TAHUN Baru Imlek yang jatuh pada hari Kamis, 19 Februari 2015, merupakan Tahun Baru Imlek ke-2566, khususnya bagi semua orang Tionghoa. Bagi mereka, ini hari perayaan terpenting. Perayaan tahun baru Imlek dimulai di hari pertama bulan pertama Tionghoa, Pinyin, Zheng Yue, dalam penanggalan Tionghoa dan berakhir dengan Cap Go Meh di tanggal ke-15 (pada saat bulan purnama). Malam tahun baru Imlek dikenal sebagai Chux yang berarti Malam Pergantian Tahun.
Perayaan Imlek bagi warga Tionghoa dalam konteks Indonesia, lebih dari sekadar peringatan tahun baru, tetapi juga merupakan selebrasi tahunan warisan dari budaya atau kultur leluhur mereka.
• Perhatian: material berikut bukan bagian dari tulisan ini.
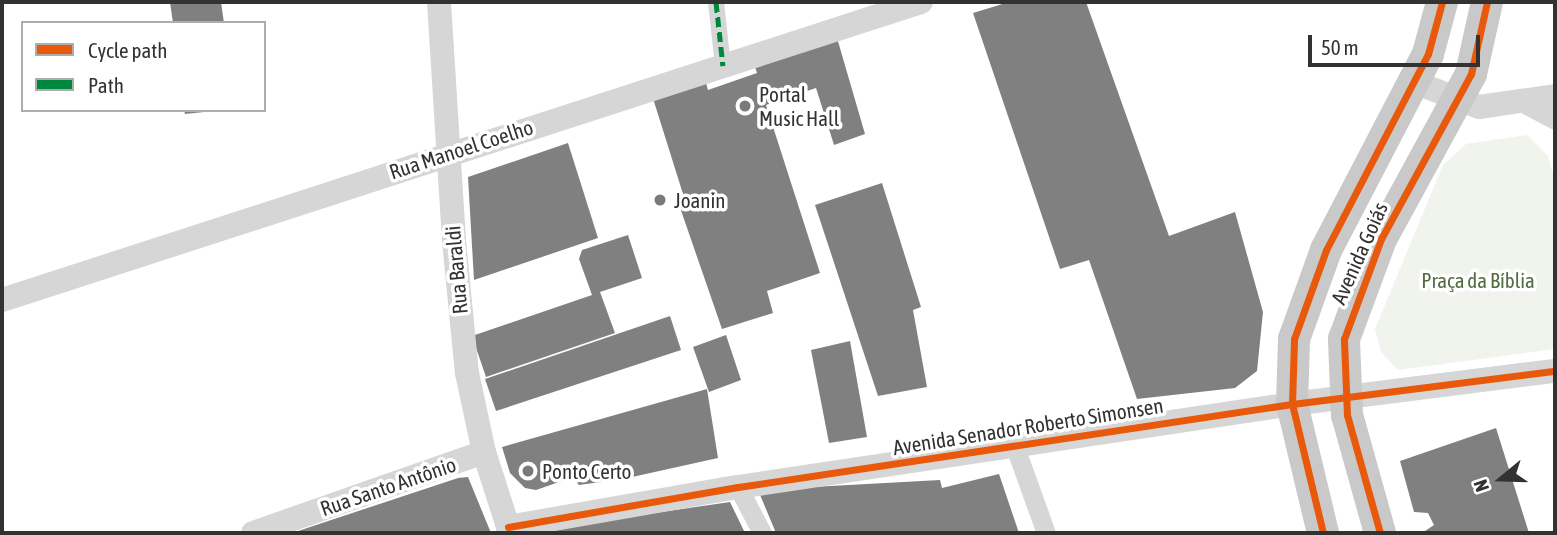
<!DOCTYPE html>
<meta charset="utf-8">
<style>
body{margin:0}
#map{position:relative;width:1557px;height:535px;overflow:hidden;background:#fff;font-family:"Asap Condensed",sans-serif}
div>[style]{position:absolute}
[style*='--x']{left:calc(var(--x)*1px);top:calc(var(--y)*1px);width:calc(var(--w)*1px);rotate:calc(var(--a)*1deg)}
.green>*{inset:0;background:#f1f4ed}
.building>*{inset:0;background:#808080}
.pedestrian>*{height:16px;margin:-8px;padding:0 8px;transform-origin:8px;border-radius:8px;background:#d6d6d6}
.minor>*{height:19px;margin:-9.5px;padding:0 9.5px;transform-origin:9.5px;border-radius:9.5px;background:#d6d6d6}
.tertiary>*{height:24px;margin:-12px;padding:0 12px;transform-origin:12px;border-radius:12px;background:#d6d6d6}
.primary>*{height:32px;margin:-16px;padding:0 16px;transform-origin:16px;border-radius:16px;background:#c9c9c9}
.quiet>*{height:5px;margin-top:-2.5px;transform-origin:0;background:repeating-linear-gradient(90deg,#00873e 0 10px,transparent 0 15px)}
.cycleway>*{height:7px;margin:-3.5px;padding:0 3.5px;transform-origin:3.5px;border-radius:3.5px;background:#e8590c}
.dots>*{width:19px;height:19px;translate:-50% -50%;box-sizing:border-box;border:4px solid #fff;border-radius:50%}
span{translate:-50% -50%;white-space:nowrap;text-align:center;line-height:1.15;-webkit-text-stroke:7px #fff;paint-order:stroke}
.poi-label{font-size:21px;color:#323232}
.left{translate:0 -50%;text-align:left}
.street-label{font-size:21px;color:#323232}
.park-label{font-size:21px;color:#546c42}
.frame{position:absolute;inset:0;border:4px solid #323232;pointer-events:none}
.legend{position:absolute;left:21px;top:21px;width:245px;height:91px;box-sizing:border-box;background:#fff;border:2px solid #adadad;margin:0;padding:9px 12px;list-style:none;font-size:21px;color:#323232}
.legend li{display:flex;align-items:center;gap:14px;height:35px}
.legend b{width:35px;border:2px solid #adadad}
.north{position:absolute;left:1466px;top:444px;width:70px;height:70px;-webkit-text-stroke:5px #fff;paint-order:stroke;rotate:251deg;font-size:19px;font-weight:700;line-height:28px;text-align:center;color:#323232}
.north::after{content:'';display:block;margin:auto;width:24px;height:32px;background:#323232;clip-path:polygon(50% 0,100% 100%,50% 72%,0 100%)}
.scale{position:absolute;left:1308px;top:35px;width:172px;height:32px;box-sizing:border-box;border:4px solid #323232;border-top:0;padding-left:9px;font-size:21px;line-height:24px;white-space:nowrap;color:#323232;-webkit-text-stroke:5px #fff;paint-order:stroke}
</style>
<div id="map">
<div class="green">
<div style="clip-path:polygon(1527px 135px,1548px 156px,1555px 181px,1555px 349px,1398px 370px,1381px 352px,1375px 329px,1443px 165px,1466px 144px)"></div>
</div>
<div class="building">
<div style="clip-path:polygon(170px 2px,221px 2px,224px 23px,173px 23px)"></div>
<div style="clip-path:polygon(1009px 2px,1086px 2px,1169px 236px,1235px 212px,1263px 312px,1257px 371px,1235px 388px,1137px 399px,1089px 260px,1060px 269px,973px 13px)"></div>
<div style="clip-path:polygon(835px 31px,865px 134px,834px 145px,816px 88px,766px 105px,820px 273px,767px 291px,773px 313px,722px 329px,676px 196px,683px 194px,651px 92px,704px 76px,708px 90px,757px 73px,754px 64px)"></div>
<div style="clip-path:polygon(184px 110px,204px 110px,204px 112px,185px 114px)"></div>
<div style="clip-path:polygon(568px 143px,598px 238px,474px 280px,468px 177px)"></div>
<div style="clip-path:polygon(882px 183px,921px 307px,913px 310px,927px 387px,878px 396px,815px 205px)"></div>
<div style="clip-path:polygon(628px 235px,642px 278px,600px 292px,615px 333px,486px 377px,472px 336px,592px 295px,579px 259px,582px 250px)"></div>
<div style="clip-path:polygon(670px 316px,681px 350px,496px 411px,485px 379px)"></div>
<div style="clip-path:polygon(726px 335px,741px 380px,709px 392px,693px 347px)"></div>
<div style="clip-path:polygon(850px 341px,867px 437px,829px 443px,811px 350px)"></div>
<div style="clip-path:polygon(707px 389px,718px 458px,623px 479px,579px 485px,575px 480px,562px 481px,536px 490px,525px 488px,510px 473px,502px 447px)"></div>
<div style="clip-path:polygon(1496px 428px,1529px 533px,1422px 533px,1434px 525px,1428px 513px,1414px 512px,1400px 461px)"></div>
<div style="clip-path:polygon(999px 474px,1019px 533px,776px 533px,758px 490px,940px 480px,942px 488px)"></div>
<div style="clip-path:polygon(468px 477px,491px 533px,292px 533px,458px 478px)"></div>
<div style="clip-path:polygon(730px 502px,745px 533px,538px 533px,620px 518px)"></div>
</div>
<div class="pedestrian">
<div style="--x:716;--y:2;--w:64;--a:83.8"></div>
</div>
<div class="minor">
<div style="--x:1523;--y:103;--w:36;--a:28"></div>
<div style="--x:1015;--y:447;--w:91;--a:70.2"></div>
<div style="--x:738;--y:487;--w:52;--a:62.4"></div>
</div>
<div class="tertiary">
<div style="--x:439;--y:2;--w:239;--a:86.4"></div>
<div style="--x:454;--y:241;--w:133;--a:84.4"></div>
<div style="--x:467;--y:373;--w:81;--a:77.9"></div>
<div style="--x:484;--y:452;--w:85;--a:72.2"></div>
<div style="--x:1414;--y:82;--w:70;--a:21"></div>
<div style="--x:1479;--y:107;--w:77;--a:-8.2"></div>
<div style="--x:2;--y:300;--w:966;--a:-17.97"></div>
<div style="--x:508;--y:527;--w:233;--a:-9.9"></div>
<div style="--x:738;--y:487;--w:560;--a:-8.52"></div>
<div style="--x:1292;--y:404;--w:265;--a:-7.2"></div>
<div style="--x:253;--y:533;--w:245;--a:-19.3"></div>
</div>
<div class="primary">
<div style="--x:1323;--y:533;--w:133;--a:-103.5"></div>
<div style="--x:1292;--y:404;--w:65;--a:-88.2"></div>
<div style="--x:1294;--y:339;--w:95;--a:-70.2"></div>
<div style="--x:1326;--y:250;--w:221;--a:-62.5"></div>
<div style="--x:1428;--y:54;--w:54;--a:-74.9"></div>
<div style="--x:1380;--y:533;--w:123;--a:-105.6"></div>
<div style="--x:1347;--y:415;--w:76;--a:-92.3"></div>
<div style="--x:1344;--y:339;--w:107;--a:-69.7"></div>
<div style="--x:1381;--y:239;--w:188;--a:-61.4"></div>
<div style="--x:1471;--y:74;--w:74;--a:-77.5"></div>
</div>
<div class="quiet">
<div style="--x:716;--y:2;--w:64;--a:83.8"></div>
</div>
<div class="cycleway">
<div style="--x:508;--y:527;--w:233;--a:-9.9"></div>
<div style="--x:738;--y:487;--w:560;--a:-8.52"></div>
<div style="--x:1292;--y:404;--w:265;--a:-7.2"></div>
<div style="--x:1323;--y:533;--w:133;--a:-103.5"></div>
<div style="--x:1292;--y:404;--w:65;--a:-88.2"></div>
<div style="--x:1294;--y:339;--w:95;--a:-70.2"></div>
<div style="--x:1326;--y:250;--w:221;--a:-62.5"></div>
<div style="--x:1428;--y:54;--w:54;--a:-74.9"></div>
<div style="--x:1380;--y:533;--w:123;--a:-105.6"></div>
<div style="--x:1347;--y:415;--w:76;--a:-92.3"></div>
<div style="--x:1344;--y:339;--w:107;--a:-69.7"></div>
<div style="--x:1381;--y:239;--w:188;--a:-61.4"></div>
<div style="--x:1471;--y:74;--w:74;--a:-77.5"></div>
</div>
<div class="dots">
<div style="left:745px;top:106px;background:#7a7a7a"></div>
<div style="left:660px;top:200px;background:#7a7a7a"></div>
<div style="left:528px;top:471px;background:#7a7a7a"></div>
</div>
<div class="poi-label">
<span class="left" style="left:759px;top:106px">Portal<br>Music Hall</span>
<span class="left" style="left:674px;top:200px">Joanin</span>
<span class="left" style="left:542px;top:471px">Ponto Certo</span>
</div>
<div class="street-label">
<span style="left:461px;top:149px;rotate:-18deg">Rua Manoel Coelho</span>
<span style="left:1359px;top:253px;rotate:-66deg">Avenida Goiás</span>
<span style="left:456px;top:270px;rotate:-95deg">Rua Baraldi</span>
<span style="left:1028px;top:426px;rotate:-9deg">Avenida Senador Roberto Simonsen</span>
<span style="left:388px;top:486px;rotate:-19deg">Rua Santo Antônio</span>
</div>
<div class="park-label">
<span style="left:1478px;top:280px">Praça da Bíblia</span>
</div>
<div class="frame"></div>
<ul class="legend">
<li><b style="height:9px;background:#e8590c"></b>Cycle path</li>
<li><b style="height:9px;background:#00873e"></b>Path</li>
</ul>
<div class="north">N</div>
<div class="scale">50 m</div>
</div>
Imlek menegaskan bahwa di mana pun orang yang berdarah Tionghoa, baik itu yang totok maupun yang peranakan, mereka tetap mempertahankan dan melestarikan budaya mereka. Mereka merayakan Imlek yang berarti juga merayakan kebebasan mereka mempertahankan dan melestarikan budaya mereka. Sesuatu yang sebelum era reformasi sulit dilakukan karena stigma negatif sebagai 'orang asing' yang disematkan kepada mereka oleh masyarakat pribumi dan kebijakan rezim yang memaknai nasionalisme secara rigid (kaku).
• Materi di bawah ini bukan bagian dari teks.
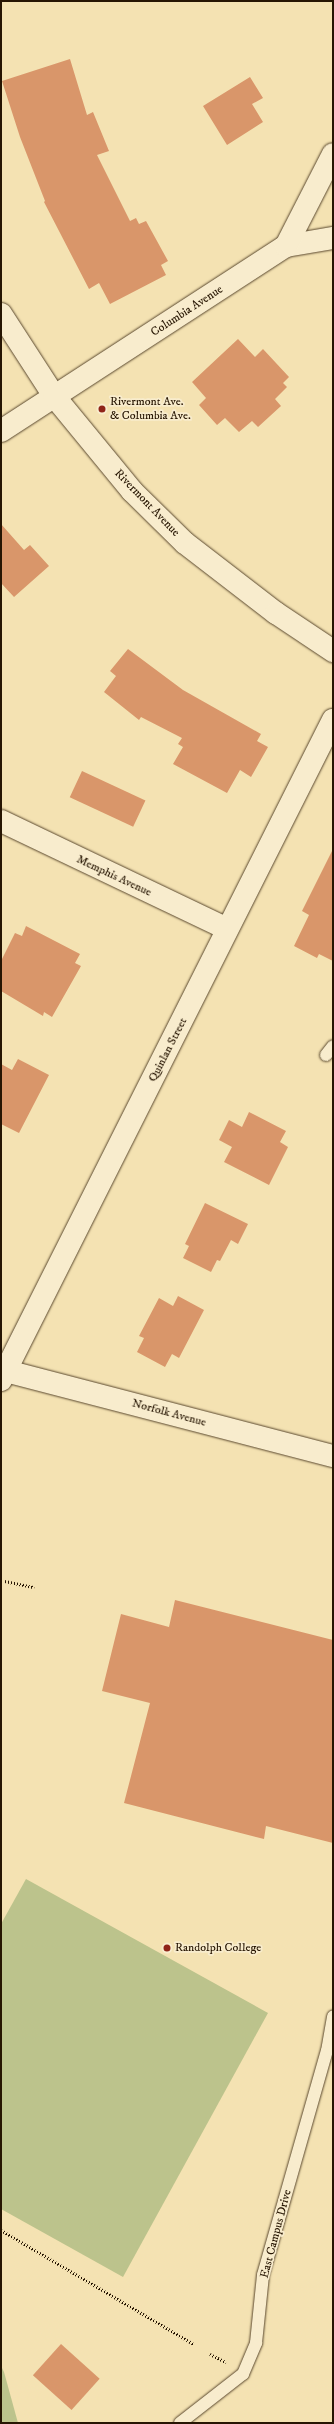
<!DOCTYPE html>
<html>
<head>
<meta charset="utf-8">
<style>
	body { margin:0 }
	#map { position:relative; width:334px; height:2424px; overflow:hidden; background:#f4e2b2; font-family:"IM FELL DW Pica",serif }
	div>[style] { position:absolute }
	.green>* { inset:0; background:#bcc38c }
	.building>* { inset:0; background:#d9966a; transform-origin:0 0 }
	.path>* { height:2.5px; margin-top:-1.25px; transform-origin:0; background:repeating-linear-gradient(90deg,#261502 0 1px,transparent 0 3px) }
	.roads { filter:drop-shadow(0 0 1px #5a482e) drop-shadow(0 0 1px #5a482e) }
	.lane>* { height:12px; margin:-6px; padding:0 6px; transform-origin:6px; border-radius:6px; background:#f8eccd }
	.street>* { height:22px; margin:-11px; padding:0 11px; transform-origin:11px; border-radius:11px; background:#f8eccd }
	.secondary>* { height:22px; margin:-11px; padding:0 11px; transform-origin:11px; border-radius:11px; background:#f8eccd }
	.dots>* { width:11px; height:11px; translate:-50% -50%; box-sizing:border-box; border:2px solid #f8eccd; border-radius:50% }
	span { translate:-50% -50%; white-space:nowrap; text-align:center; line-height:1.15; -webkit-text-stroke:3.5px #f8eccd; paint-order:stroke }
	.street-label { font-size:12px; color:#261502 }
	.poi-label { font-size:12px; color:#261502 }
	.left { translate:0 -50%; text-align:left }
	.frame { position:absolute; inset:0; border:2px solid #261502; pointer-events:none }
</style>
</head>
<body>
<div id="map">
	<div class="green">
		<div style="clip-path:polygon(26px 1879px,268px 2013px,123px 2277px,1px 2209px,1px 1924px)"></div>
		<div style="clip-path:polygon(1px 2366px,4px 2372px,18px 2423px,1px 2423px)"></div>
	</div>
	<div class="building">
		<div style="clip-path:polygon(70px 59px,87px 115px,93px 112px,109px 151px,97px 155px,130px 221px,136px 218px,139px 224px,146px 221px,168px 261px,161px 265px,166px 275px,110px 304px,99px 283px,89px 289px,44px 202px,45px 201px,20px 137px,2px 81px)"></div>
		<div style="clip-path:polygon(250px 77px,263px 98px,252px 104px,263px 122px,227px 145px,203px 106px)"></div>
		<div style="clip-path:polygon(238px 339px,255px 357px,263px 349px,289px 377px,283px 383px,287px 387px,275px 399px,281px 406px,258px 427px,252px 421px,239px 432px,225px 418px,217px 425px,199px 405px,206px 398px,192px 382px)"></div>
		<div style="clip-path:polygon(1px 524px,24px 550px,30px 545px,49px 566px,14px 597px,1px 583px)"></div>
		<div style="clip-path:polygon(128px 649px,183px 690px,261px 734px,257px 741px,268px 747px,251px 777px,240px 770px,227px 793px,173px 764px,183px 747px,178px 744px,182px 738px,141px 717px,139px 720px,104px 692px,116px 676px,110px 671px)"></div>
		<div style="left:82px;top:771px;width:70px;height:29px;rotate:25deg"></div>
		<div style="clip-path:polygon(333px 849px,333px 961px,319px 954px,317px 958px,294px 946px,309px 915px,302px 911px)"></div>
		<div style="clip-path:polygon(26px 926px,80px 954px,75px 963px,81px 966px,52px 1017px,44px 1012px,43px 1016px,1px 991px,1px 961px,15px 933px,22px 936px)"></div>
		<div style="clip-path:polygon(18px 1059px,49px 1075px,19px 1133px,1px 1124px,1px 1064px,12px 1070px)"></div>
		<div style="clip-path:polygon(249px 1112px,286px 1131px,280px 1142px,288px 1147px,269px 1185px,224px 1162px,232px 1147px,219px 1140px,229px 1120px,242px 1127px)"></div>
		<div style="clip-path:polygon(205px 1203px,248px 1224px,238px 1244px,231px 1240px,220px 1261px,217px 1260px,211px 1272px,183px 1258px,189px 1246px,185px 1244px)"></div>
		<div style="clip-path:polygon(178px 1296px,204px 1310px,179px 1358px,172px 1354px,165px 1367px,137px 1352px,144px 1338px,139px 1336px,159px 1298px,173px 1306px)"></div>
		<div style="clip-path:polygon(175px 1600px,333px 1640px,333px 1843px,266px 1826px,264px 1839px,124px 1803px,150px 1703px,102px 1691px,121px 1614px,169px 1627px)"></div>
		<div style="left:61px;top:2344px;width:52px;height:42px;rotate:42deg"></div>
	</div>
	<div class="path">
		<div style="left:5px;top:1581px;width:30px;rotate:12deg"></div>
		<div style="left:1px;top:2230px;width:224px;rotate:30.6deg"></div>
		<div style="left:210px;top:2354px;width:18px;rotate:27deg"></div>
	</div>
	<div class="roads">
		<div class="lane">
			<div style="left:326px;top:1055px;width:11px;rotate:-52deg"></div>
			<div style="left:180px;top:2423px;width:80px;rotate:-37.9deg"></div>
			<div style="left:243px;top:2374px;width:34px;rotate:-67deg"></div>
			<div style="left:256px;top:2343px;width:68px;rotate:-84.1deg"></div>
			<div style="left:263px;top:2275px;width:233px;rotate:-74.1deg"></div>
			<div style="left:327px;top:2051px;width:35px;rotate:-80deg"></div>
		</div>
		<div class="street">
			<div style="left:286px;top:246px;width:48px;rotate:-9.7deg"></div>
			<div style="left:1px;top:431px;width:340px;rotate:-33deg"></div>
			<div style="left:286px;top:246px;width:103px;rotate:-62.9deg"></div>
			<div style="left:1px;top:821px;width:250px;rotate:25.5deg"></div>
			<div style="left:6px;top:1371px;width:338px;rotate:14.6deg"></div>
			<div style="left:1px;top:1380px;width:739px;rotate:-63.3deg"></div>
		</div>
		<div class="secondary">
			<div style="left:1px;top:314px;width:98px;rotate:57.1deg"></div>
			<div style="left:54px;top:396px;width:123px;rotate:50.6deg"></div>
			<div style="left:132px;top:491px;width:74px;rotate:44.5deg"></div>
			<div style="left:185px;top:543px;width:115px;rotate:37.6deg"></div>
			<div style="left:276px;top:613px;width:69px;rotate:33.7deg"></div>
		</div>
	</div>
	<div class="dots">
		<div style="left:102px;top:409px;background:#8f2418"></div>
		<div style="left:167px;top:1948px;background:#8f2418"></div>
	</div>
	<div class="street-label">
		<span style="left:187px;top:311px;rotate:-33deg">Columbia Avenue</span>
		<span style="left:147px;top:503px;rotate:46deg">Rivermont Avenue</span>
		<span style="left:114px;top:876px;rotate:25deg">Memphis Avenue</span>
		<span style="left:168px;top:1050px;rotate:-63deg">Quinlan Street</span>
		<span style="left:169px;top:1413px;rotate:15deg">Norfolk Avenue</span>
		<span style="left:276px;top:2234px;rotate:-75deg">East Campus Drive</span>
	</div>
	<div class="poi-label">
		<span class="left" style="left:110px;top:409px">Rivermont Ave.<br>&amp; Columbia Ave.</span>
		<span class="left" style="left:175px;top:1948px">Randolph College</span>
	</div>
	<div class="frame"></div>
</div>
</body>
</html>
Dalam sejarah Indonesia, orang Tionghoa dianggap 'orang asing' dan sulit diterima orang pribumi. Menurut Charles Coppel, susahnya etnik Tionghoa diterima kaum nasionalis Indonesia dimulai sejak zaman kolonial. Masyarakat kolonial membeda-bedakan penduduk Indonesia berdasarkan ras atau suku bangsa dan pemikiran kaum nasionalis Indonesia telah banyak dipengaruhi cara berpikir kolonialis Belanda sehingga mengakibatkan terpisahnya peranakan Tionghoa dari pergerakan nasional Indonesia. Selain itu, nasionalisme Tionghoa timbul lebih awal daripada nasionalisme Indonesia. Nasionalisme Tionghoa inilah yang menjauhkan etnik Tionghoa, termasuk peranakan dari nasionalisme Indonesia yang dipimpin pribumi.
Beberapa orang Tionghoa pernah mencoba untuk mengidentifikasikan diri mereka dengan para nasionalis Indonesia, misalnya Liem Koen Hian dari Partai Tionghoa Indonesia. Namun, gerakan ini kurang berhasil (Suryadinata, 1981). Sebenarnya, sejumlah tokoh prakemerdekaan pada 1930-an, seperti Dr Tjipto Mangoenkoesoemo dan Amir Sjarifuddin mendefinisikan bangsa secara politik dan secara eksplisit memasukkan etnik Tionghoa, seperti Liem Koen Hian ke dalam konsep Indonesier (istilah Belanda untuk orang Indonesia).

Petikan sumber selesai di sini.